Generates a public key with combination to private key provided.

• Parameters: private_key (bytes) – Private to be used to create public key.

• Return type: PublicKey

• Returns: Public key object.

• Example:

  Copy

  from human_protocol_sdk.legacy_encryption import Encryption
  
  private_key_str = "9822f95dd945e373300f8c8459a831846eda97f314689e01f7cf5b8f1c2298b3"
  
  public_key = Encryption.generate_public_key(bytes.fromhex(private_key_str))

static is_encrypted(data)

Checks whether data is already encrypted by verifying ecies header.

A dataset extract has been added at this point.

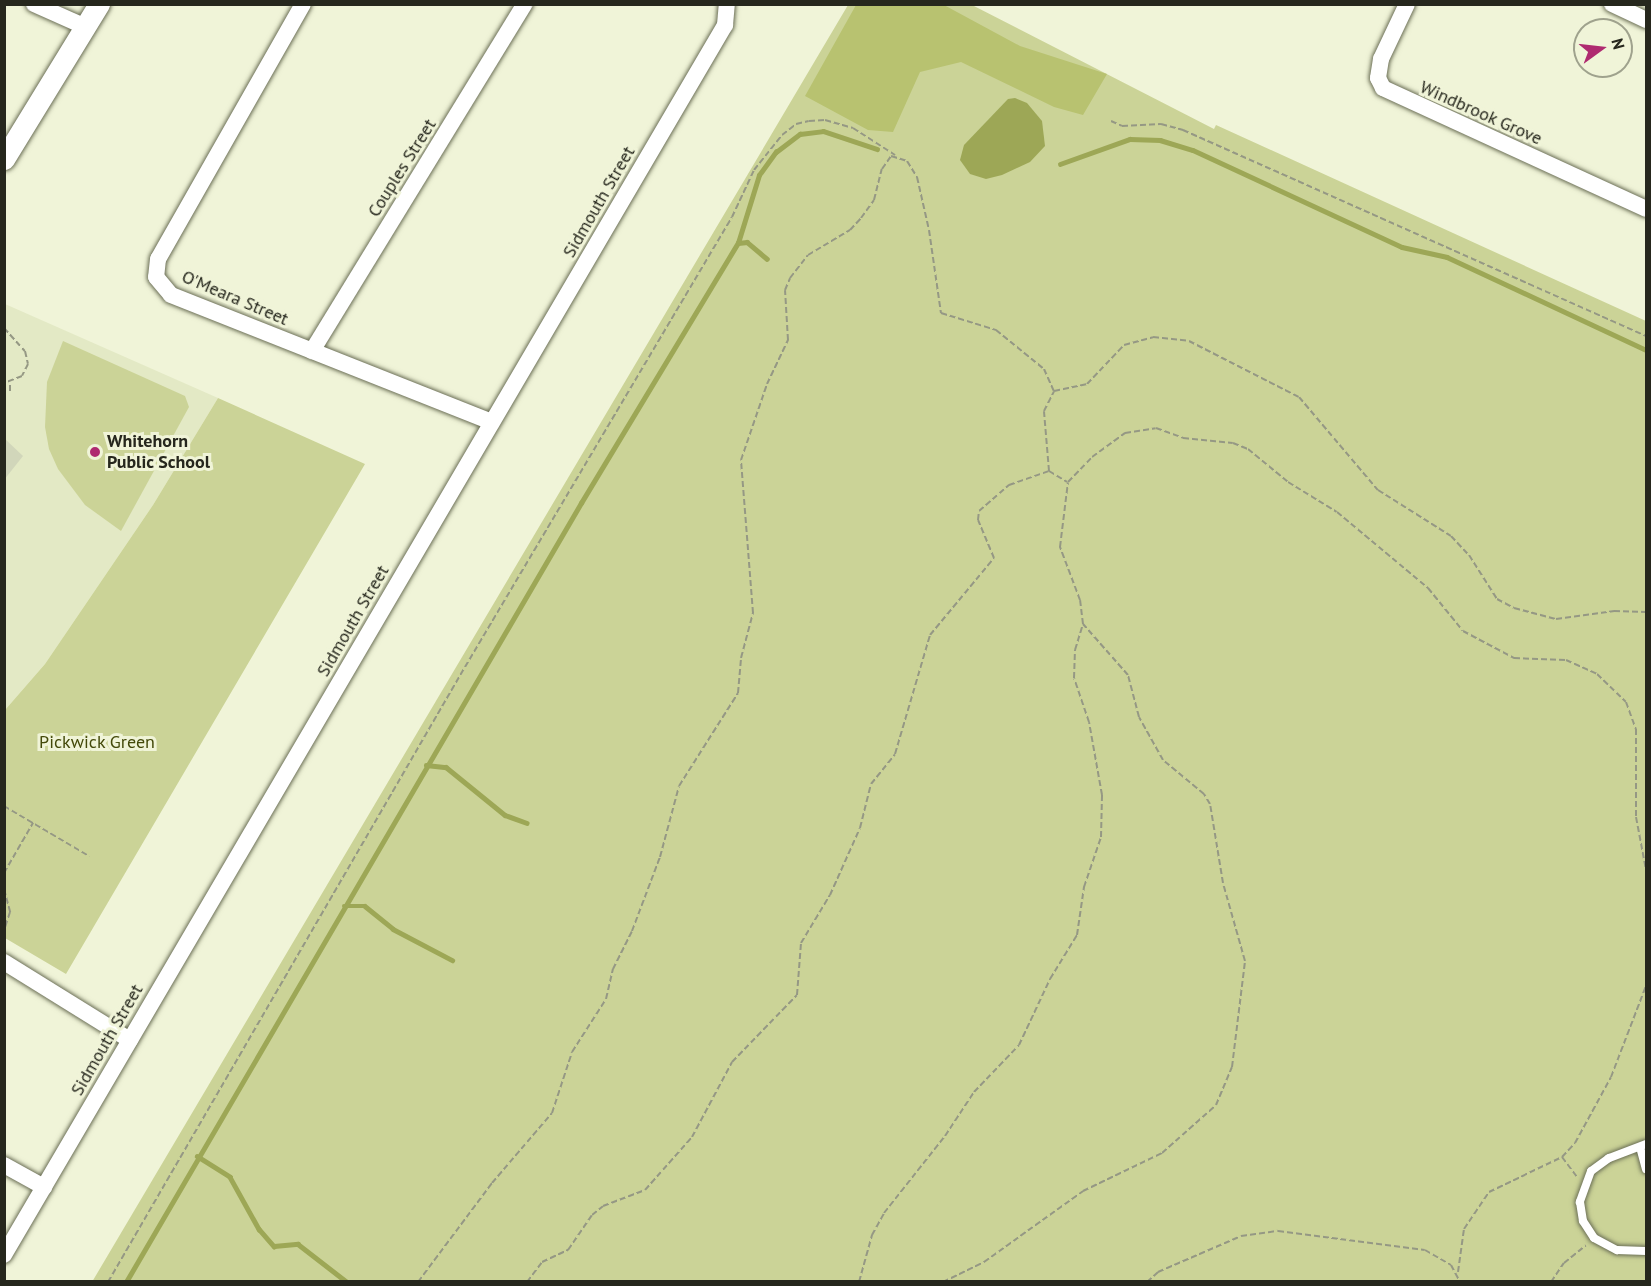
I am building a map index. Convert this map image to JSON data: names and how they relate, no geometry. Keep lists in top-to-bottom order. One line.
{"streets":{"street":["Windbrook Grove","Couples Street","Sidmouth Street","O'Meara Street"]},"crossings":[["Couples Street","O'Meara Street"],["Sidmouth Street","O'Meara Street"]],"parks":["Pickwick Green"],"places":["Whitehorn Public School"],"north":"right"}
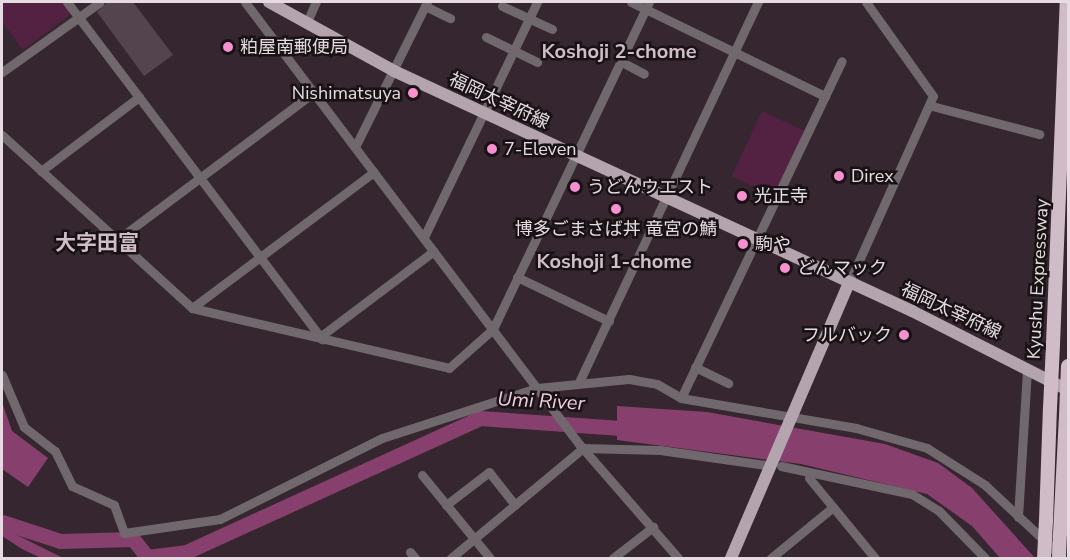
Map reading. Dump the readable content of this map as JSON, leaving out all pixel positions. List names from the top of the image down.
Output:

• Parameters: data (bytes) – Data to be checked.

• Return type: bool

• Returns: True if data is encrypted, False otherwise.

• Example:

  Copy

  from human_protocol_sdk.legacy_encryption import Encryption
  
  encrypted_message_str = "0402f48d28d29ae3d681e4cbbe499be0803c2a9d94534d0a4501ab79fd531183fbd837a021c1c117f47737e71c430b9d33915615f68c8dcb5e2f4e4dda4c9415d20a8b5fad9770b14067f2dd31a141a8a8da1f56eb2577715409dbf3c39b9bfa7b90c1acd838fe147c95f0e1ca9359a4cfd52367a73a6d6c548b492faa"
  
  is_encrypted = Encryption.is_encrypted(bytes.fromhex(encrypted_message_str))

exception human_protocol_sdk.legacy_encryption.InvalidPublicKey

Bases: Exception

A custom exception raised when trying to convert bytes into an elliptic curve public key.